森友学園を家宅捜索 大阪地検特捜部、補助金詐欺容疑 籠池前理事長ら立件へ捜査本格化

産経ニュース / 2017年6月19日 19時27分

学校法人「森友学園」が事務所を置く塚本幼稚園の家宅捜索に入る大阪地検の係官ら=19日夜、大阪市淀川区(永田直也撮影)(産経新聞)

 学校法人「森友学園」(大阪市淀川区)が大阪府や国から補助金を不正に受け取ったとして告訴・告発された問題で、大阪地検特捜部は19日、詐欺と補助金適正化法違反の疑いで、学園が運営する塚本幼稚園(同区)など関係先を家宅捜索した。学園の小学校用地として大阪府豊中市の国有地が格安で払い下げられたことに端を発した一連の問題は刑事事件に発展。特捜部は関連資料を押収するとともに今後、籠池(かごいけ)泰典前理事長(64)らからも事情を聴き、立件に向けた捜査を本格化させる。

 捜査関係者らによると、塚本幼稚園は平成23〜28年度、勤務実態のない職員を雇用したように装い、府の経常費補助金約3440万円を不正に受給。23〜27年度には、特別な支援が必要な「要支援児」を受け入れているなどと偽り、補助金約2740万円を詐取した疑いが持たれている。

 申請手続きはいずれも籠池氏が担当。府は今年5月、学園に返還を命じるとともに籠池氏に対する詐欺罪の告訴状を提出し、保護者も同様の告発をした。
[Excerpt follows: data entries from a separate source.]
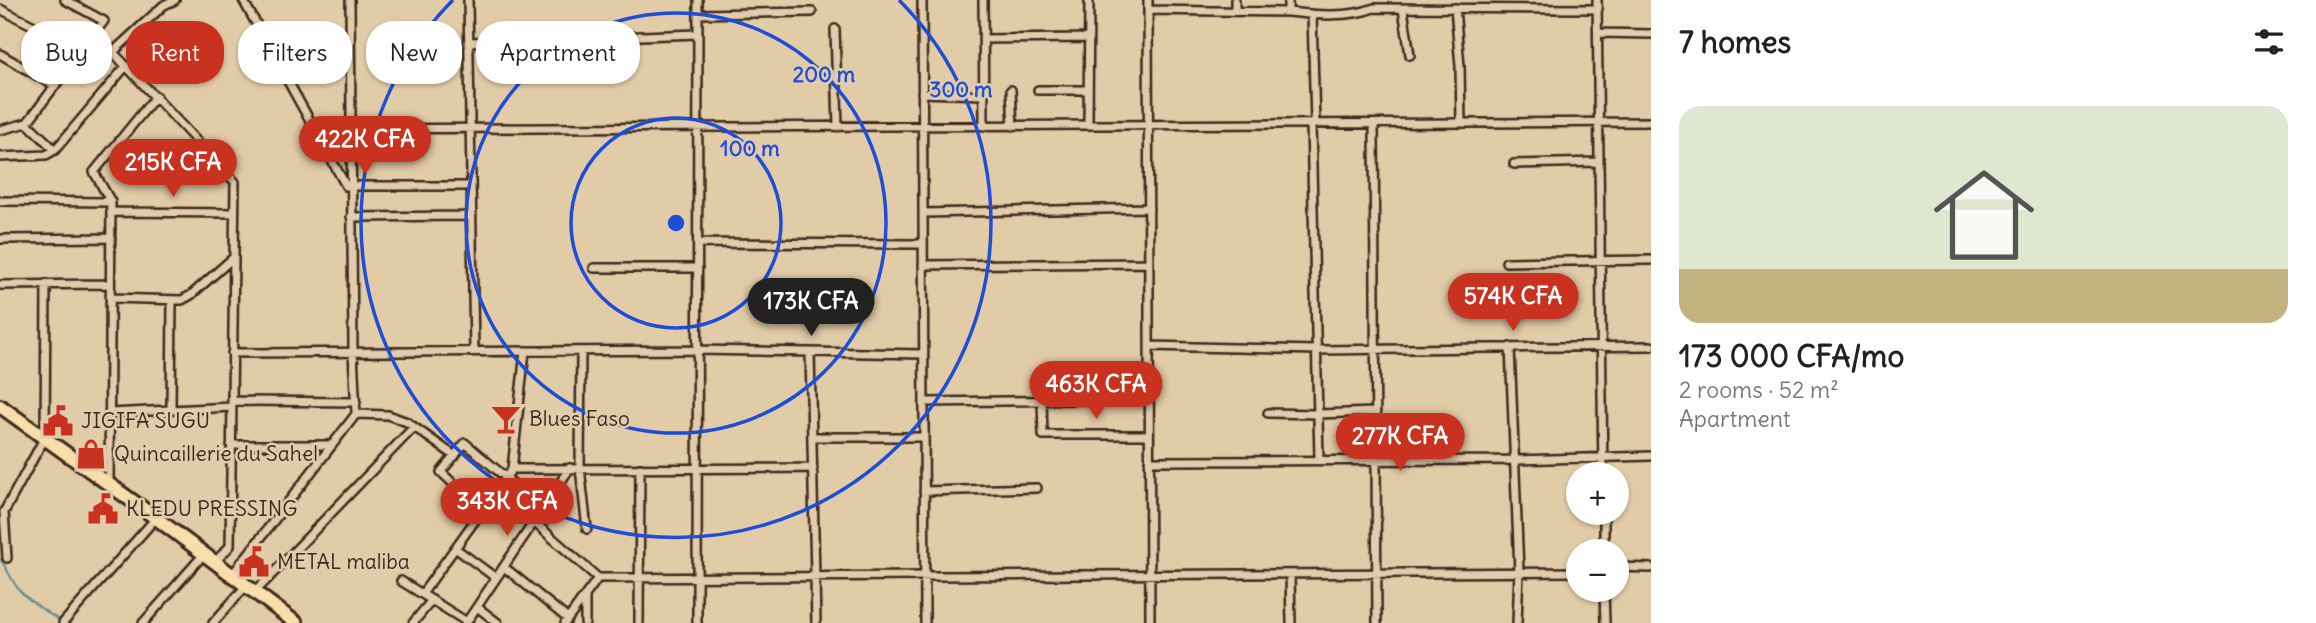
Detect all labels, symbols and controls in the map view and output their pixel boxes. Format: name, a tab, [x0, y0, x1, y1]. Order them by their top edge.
chip: Buy	[21, 21, 112, 84]
chip: Rent	[126, 21, 224, 84]
chip: Filters	[238, 21, 352, 84]
chip: New	[366, 21, 462, 84]
chip: Apartment	[476, 21, 640, 84]
text: 7 homes	[1679, 23, 1791, 61]
icon: filters	[2250, 23, 2288, 61]
text: 200 m	[793, 61, 856, 88]
text: 300 m	[930, 76, 993, 103]
pin: 422K CFA	[293, 116, 437, 176]
text: 422K CFA	[315, 124, 415, 153]
text: 100 m	[720, 135, 780, 162]
pin: 215K CFA	[101, 140, 245, 199]
text: 215K CFA	[125, 147, 221, 176]
icon: home	[1921, 152, 2047, 278]
centre of rings	[664, 211, 688, 235]
pin: 574K CFA	[1441, 274, 1585, 333]
pin: 173K CFA	[739, 278, 883, 338]
text: 574K CFA	[1464, 281, 1562, 310]
text: 173K CFA	[764, 286, 858, 315]
text: 173 000 CFA/mo	[1679, 337, 1904, 375]
pin: 463K CFA	[1024, 362, 1168, 421]
text: 463K CFA	[1045, 369, 1147, 398]
text: 2 rooms · 52 m²	[1679, 375, 1839, 404]
bar icon: Blues Faso	[489, 402, 523, 436]
public building icon: JIGIFA SUGU	[41, 404, 75, 438]
text: Apartment	[1679, 404, 1791, 433]
place label: Blues Faso	[529, 405, 630, 432]
place label: JIGIFA SUGU	[81, 407, 210, 434]
pin: 277K CFA	[1328, 414, 1472, 473]
text: 277K CFA	[1352, 421, 1448, 450]
shop icon: Quincaillerie du Sahel	[74, 437, 108, 471]
place label: Quincaillerie du Sahel	[114, 440, 318, 467]
map controls	[1566, 462, 1629, 602]
button: +	[1566, 462, 1629, 525]
pin: 343K CFA	[435, 478, 579, 538]
text: 343K CFA	[457, 486, 557, 515]
public building icon: KLEDU PRESSING	[86, 492, 120, 526]
place label: KLEDU PRESSING	[126, 495, 297, 522]
button: −	[1566, 539, 1629, 602]
public building icon: METAL maliba	[237, 545, 271, 579]
place label: METAL maliba	[277, 548, 410, 575]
 一方、学園は小学校の建設工事に絡み、金額の異なる複数の契約書を作成。校舎建築に対する国土交通省の補助金を受ける際、実際の工事代金よりも高額な約23億円の契約書を提出し、約5600万円(後に全額返還)を不正に受け取った疑いがある。

 特捜部はこれまで、府の補助金について府職員や園児の保護者らから任意で事情聴取。国の補助金申請に関わった設計事務所や施工業者側からも任意で事情を聴き、経緯を調べていた。

 森友学園は3月、元国有地で計画していた小学校開校を断念。多額の負債を抱え、4月に民事再生法の適用を申請した。籠池氏と妻の諄子(じゅんこ)氏はすでに経営から退き、長女の町浪(ちなみ)氏が理事長を引き継いだ。